Data shown:
=== Begin Enclosure ===

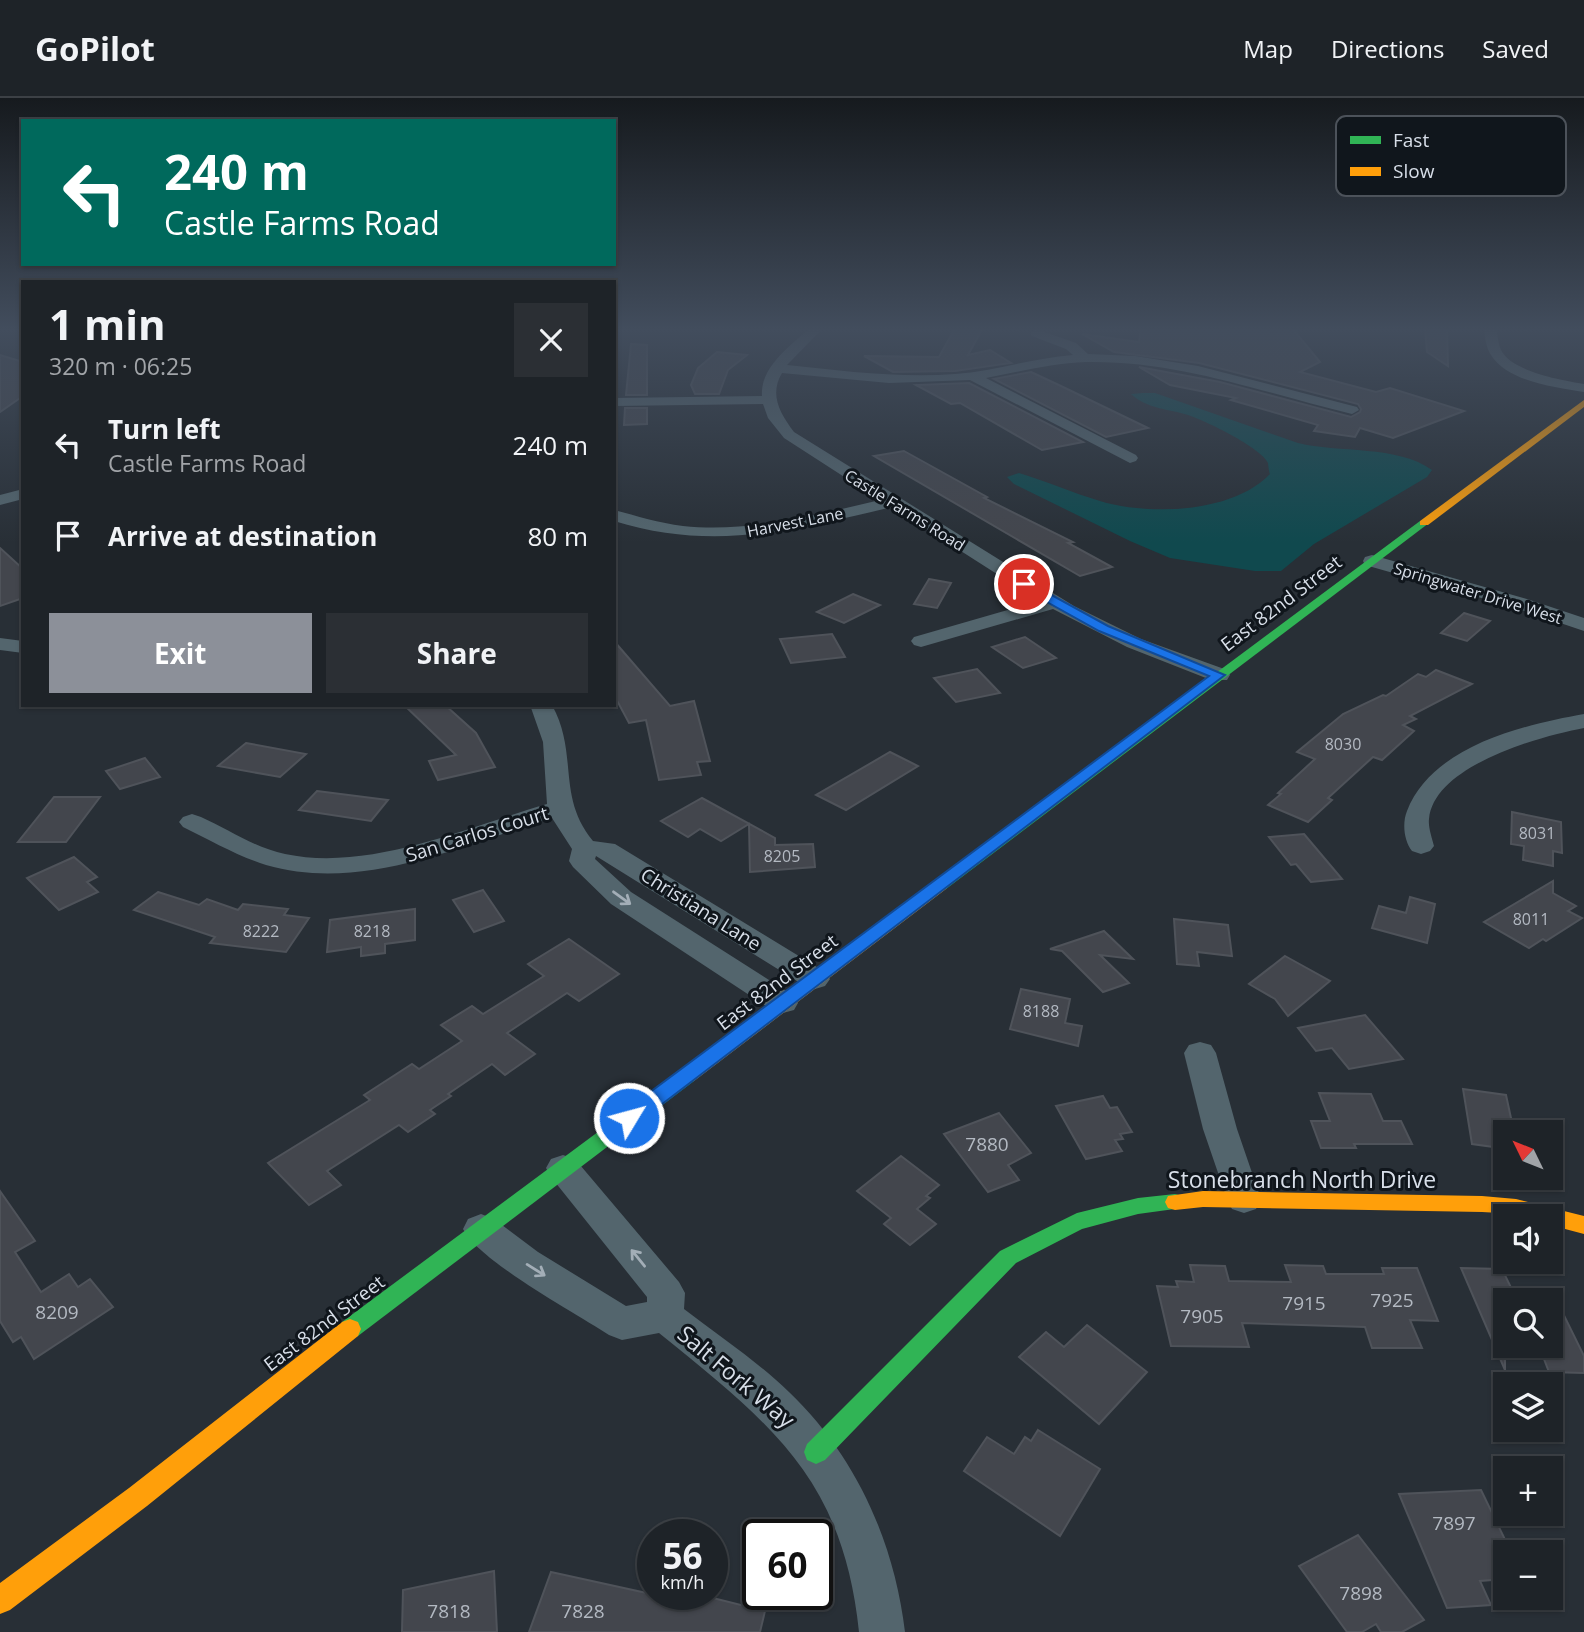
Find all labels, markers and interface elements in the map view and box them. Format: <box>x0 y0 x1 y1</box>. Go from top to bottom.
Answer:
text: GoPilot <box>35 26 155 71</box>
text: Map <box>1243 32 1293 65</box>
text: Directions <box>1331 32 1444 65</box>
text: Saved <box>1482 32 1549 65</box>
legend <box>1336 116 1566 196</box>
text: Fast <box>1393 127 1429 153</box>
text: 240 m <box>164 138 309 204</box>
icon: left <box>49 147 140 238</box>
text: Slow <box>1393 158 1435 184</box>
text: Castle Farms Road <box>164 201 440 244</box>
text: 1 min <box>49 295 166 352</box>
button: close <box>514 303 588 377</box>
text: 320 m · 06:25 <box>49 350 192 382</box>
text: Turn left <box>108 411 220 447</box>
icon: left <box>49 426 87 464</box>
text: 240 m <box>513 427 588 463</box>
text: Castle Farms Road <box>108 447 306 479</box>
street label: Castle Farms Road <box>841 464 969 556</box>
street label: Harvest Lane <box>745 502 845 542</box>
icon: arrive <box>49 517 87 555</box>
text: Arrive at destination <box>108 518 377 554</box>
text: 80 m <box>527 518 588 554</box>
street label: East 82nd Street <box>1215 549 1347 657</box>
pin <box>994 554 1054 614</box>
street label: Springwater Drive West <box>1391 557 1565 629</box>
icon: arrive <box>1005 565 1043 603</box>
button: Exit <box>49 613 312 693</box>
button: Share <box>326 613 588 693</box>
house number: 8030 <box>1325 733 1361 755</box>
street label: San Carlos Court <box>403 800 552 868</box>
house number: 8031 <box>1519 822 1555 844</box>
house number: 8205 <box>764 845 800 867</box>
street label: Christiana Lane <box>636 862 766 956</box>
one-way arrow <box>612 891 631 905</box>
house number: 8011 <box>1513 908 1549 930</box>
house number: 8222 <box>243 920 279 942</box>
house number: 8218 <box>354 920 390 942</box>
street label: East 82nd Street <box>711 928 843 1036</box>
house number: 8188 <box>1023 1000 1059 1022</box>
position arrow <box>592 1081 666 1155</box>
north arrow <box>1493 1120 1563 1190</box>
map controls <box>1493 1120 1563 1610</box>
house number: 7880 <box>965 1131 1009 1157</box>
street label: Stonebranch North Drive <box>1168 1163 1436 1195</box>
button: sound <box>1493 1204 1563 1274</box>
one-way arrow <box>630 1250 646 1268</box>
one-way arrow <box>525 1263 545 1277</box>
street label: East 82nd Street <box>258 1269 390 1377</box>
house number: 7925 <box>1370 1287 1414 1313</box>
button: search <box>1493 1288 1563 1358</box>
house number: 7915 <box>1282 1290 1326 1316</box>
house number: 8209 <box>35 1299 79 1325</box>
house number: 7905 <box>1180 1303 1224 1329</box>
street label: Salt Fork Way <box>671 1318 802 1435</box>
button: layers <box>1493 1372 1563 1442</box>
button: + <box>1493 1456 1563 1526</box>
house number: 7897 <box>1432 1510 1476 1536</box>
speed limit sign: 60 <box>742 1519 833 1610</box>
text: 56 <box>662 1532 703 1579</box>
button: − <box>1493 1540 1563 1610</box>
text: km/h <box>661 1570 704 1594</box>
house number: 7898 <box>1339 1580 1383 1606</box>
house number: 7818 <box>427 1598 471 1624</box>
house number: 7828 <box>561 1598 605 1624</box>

=== End Enclosure ===
=== Begin Enclosure ===

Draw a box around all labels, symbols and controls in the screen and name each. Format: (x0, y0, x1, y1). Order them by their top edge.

=== End Enclosure ===

Exercise brief: Line count for "them": count the lines in the records above that contain this word, and write only the number.

Expected output: 2